(Collected data entries)

-- Opening Marker --

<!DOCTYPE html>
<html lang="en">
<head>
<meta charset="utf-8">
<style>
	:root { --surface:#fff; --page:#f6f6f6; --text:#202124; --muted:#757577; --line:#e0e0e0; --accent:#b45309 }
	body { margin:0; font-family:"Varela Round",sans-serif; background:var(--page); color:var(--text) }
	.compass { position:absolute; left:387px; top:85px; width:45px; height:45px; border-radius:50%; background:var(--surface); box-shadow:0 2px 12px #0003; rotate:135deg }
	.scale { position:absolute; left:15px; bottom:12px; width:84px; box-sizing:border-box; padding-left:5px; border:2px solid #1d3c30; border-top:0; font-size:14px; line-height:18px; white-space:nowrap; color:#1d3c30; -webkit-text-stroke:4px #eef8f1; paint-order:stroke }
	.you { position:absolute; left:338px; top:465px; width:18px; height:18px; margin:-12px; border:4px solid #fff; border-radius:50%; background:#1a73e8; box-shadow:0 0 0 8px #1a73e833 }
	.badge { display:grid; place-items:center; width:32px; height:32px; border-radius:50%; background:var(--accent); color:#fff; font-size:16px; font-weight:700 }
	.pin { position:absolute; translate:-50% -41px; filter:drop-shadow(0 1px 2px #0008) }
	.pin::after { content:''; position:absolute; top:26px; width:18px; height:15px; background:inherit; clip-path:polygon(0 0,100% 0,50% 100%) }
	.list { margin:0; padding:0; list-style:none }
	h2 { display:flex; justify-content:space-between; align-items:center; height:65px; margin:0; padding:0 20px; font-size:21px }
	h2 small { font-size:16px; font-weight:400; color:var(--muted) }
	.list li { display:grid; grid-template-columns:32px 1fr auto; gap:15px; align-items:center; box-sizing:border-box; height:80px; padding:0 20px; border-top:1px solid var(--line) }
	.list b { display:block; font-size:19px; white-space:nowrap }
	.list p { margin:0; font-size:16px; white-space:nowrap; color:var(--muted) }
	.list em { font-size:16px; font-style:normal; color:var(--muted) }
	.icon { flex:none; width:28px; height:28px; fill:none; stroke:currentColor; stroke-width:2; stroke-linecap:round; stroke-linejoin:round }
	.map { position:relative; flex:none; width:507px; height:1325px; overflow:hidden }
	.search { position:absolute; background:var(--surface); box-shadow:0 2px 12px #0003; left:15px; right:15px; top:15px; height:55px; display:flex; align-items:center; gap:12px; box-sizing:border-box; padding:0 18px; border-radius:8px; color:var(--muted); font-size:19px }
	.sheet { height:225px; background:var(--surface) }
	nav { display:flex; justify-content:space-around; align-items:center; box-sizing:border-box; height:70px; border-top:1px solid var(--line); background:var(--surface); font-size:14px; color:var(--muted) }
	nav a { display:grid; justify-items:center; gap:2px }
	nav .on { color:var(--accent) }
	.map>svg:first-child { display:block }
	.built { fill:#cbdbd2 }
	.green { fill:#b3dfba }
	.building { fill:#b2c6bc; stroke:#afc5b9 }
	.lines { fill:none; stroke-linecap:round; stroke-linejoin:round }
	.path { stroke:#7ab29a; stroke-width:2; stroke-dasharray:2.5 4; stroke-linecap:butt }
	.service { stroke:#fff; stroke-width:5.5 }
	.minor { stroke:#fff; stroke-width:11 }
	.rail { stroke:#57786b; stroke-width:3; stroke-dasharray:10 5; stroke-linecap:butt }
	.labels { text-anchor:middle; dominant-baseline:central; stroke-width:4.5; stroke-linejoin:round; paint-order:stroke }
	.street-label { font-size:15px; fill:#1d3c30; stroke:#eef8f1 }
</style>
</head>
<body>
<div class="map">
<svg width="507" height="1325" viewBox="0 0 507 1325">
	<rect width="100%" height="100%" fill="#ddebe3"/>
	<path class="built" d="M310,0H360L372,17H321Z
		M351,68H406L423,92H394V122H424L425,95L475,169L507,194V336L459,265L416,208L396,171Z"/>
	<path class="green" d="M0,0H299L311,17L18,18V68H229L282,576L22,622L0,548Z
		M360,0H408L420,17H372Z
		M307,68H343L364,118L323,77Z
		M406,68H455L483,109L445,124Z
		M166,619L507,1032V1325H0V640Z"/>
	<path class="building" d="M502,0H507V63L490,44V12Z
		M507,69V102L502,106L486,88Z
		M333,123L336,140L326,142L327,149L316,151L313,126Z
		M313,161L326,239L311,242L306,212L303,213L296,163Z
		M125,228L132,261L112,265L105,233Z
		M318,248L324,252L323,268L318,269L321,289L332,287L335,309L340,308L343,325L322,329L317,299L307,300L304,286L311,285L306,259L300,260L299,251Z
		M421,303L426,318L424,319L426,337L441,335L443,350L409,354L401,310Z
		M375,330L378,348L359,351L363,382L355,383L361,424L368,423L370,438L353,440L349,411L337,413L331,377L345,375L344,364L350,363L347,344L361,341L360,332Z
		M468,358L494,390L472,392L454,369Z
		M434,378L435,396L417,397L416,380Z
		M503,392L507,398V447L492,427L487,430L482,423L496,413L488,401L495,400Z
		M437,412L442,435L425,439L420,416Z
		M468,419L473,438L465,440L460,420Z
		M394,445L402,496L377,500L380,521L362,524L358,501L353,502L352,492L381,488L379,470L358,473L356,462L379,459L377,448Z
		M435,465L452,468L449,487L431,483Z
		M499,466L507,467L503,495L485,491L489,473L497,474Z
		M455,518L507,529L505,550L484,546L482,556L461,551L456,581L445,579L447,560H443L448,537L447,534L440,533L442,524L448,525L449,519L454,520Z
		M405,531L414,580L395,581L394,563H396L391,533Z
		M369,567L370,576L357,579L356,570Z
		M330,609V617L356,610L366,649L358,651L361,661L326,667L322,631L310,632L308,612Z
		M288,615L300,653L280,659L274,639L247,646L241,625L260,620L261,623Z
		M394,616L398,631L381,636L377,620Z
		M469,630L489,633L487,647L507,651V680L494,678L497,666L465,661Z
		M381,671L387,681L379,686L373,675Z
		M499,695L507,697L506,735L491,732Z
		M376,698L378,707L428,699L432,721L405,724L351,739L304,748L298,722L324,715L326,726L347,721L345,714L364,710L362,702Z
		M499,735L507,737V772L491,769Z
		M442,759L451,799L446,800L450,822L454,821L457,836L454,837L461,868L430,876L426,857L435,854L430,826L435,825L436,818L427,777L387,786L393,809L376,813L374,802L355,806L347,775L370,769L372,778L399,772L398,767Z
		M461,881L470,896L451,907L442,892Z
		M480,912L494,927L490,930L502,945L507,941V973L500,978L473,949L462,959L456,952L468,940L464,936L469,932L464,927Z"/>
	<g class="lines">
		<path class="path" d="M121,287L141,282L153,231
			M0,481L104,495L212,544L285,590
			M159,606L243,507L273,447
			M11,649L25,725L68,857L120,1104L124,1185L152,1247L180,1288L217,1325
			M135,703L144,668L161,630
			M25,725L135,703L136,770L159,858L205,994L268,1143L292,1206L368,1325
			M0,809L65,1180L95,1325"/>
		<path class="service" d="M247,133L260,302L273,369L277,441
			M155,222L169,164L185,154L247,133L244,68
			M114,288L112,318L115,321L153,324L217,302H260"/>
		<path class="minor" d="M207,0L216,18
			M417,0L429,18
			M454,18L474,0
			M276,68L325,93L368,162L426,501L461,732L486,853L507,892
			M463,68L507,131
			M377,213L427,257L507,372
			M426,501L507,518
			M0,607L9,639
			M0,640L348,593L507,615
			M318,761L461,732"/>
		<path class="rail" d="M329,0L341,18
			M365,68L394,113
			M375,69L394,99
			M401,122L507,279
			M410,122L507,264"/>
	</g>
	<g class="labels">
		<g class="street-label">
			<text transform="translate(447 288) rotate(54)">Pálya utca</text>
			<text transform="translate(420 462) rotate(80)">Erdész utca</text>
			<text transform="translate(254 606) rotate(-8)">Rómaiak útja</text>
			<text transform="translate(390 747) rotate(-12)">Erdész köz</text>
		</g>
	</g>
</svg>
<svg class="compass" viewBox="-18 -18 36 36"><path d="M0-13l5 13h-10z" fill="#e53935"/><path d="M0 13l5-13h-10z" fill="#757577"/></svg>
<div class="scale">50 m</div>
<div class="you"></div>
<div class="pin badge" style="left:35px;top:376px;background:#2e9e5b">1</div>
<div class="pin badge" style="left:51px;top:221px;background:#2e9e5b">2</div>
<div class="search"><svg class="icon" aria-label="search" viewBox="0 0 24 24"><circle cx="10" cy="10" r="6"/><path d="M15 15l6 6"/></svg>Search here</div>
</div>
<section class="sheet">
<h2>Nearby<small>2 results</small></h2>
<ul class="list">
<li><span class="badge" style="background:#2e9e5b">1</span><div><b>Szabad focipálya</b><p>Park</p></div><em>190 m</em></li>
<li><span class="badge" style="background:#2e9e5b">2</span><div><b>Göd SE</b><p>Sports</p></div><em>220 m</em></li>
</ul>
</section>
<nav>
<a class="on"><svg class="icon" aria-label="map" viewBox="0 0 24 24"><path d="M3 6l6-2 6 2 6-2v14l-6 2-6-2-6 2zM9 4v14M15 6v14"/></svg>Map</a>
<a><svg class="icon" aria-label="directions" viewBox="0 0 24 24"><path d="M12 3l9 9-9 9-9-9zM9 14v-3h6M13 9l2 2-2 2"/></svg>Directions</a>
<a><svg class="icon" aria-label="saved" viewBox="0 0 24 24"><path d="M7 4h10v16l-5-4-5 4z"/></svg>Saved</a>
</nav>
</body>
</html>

-- Closing Marker --

EXERCISE PROMPT: Once you find the line containing "position:absolute; translate:-50% -41px;", stop: reproduce exactly that line and every line of the data before it, and nothing else.

OUTPUT OF THE TASK:
<!DOCTYPE html>
<html lang="en">
<head>
<meta charset="utf-8">
<style>
	:root { --surface:#fff; --page:#f6f6f6; --text:#202124; --muted:#757577; --line:#e0e0e0; --accent:#b45309 }
	body { margin:0; font-family:"Varela Round",sans-serif; background:var(--page); color:var(--text) }
	.compass { position:absolute; left:387px; top:85px; width:45px; height:45px; border-radius:50%; background:var(--surface); box-shadow:0 2px 12px #0003; rotate:135deg }
	.scale { position:absolute; left:15px; bottom:12px; width:84px; box-sizing:border-box; padding-left:5px; border:2px solid #1d3c30; border-top:0; font-size:14px; line-height:18px; white-space:nowrap; color:#1d3c30; -webkit-text-stroke:4px #eef8f1; paint-order:stroke }
	.you { position:absolute; left:338px; top:465px; width:18px; height:18px; margin:-12px; border:4px solid #fff; border-radius:50%; background:#1a73e8; box-shadow:0 0 0 8px #1a73e833 }
	.badge { display:grid; place-items:center; width:32px; height:32px; border-radius:50%; background:var(--accent); color:#fff; font-size:16px; font-weight:700 }
	.pin { position:absolute; translate:-50% -41px; filter:drop-shadow(0 1px 2px #0008) }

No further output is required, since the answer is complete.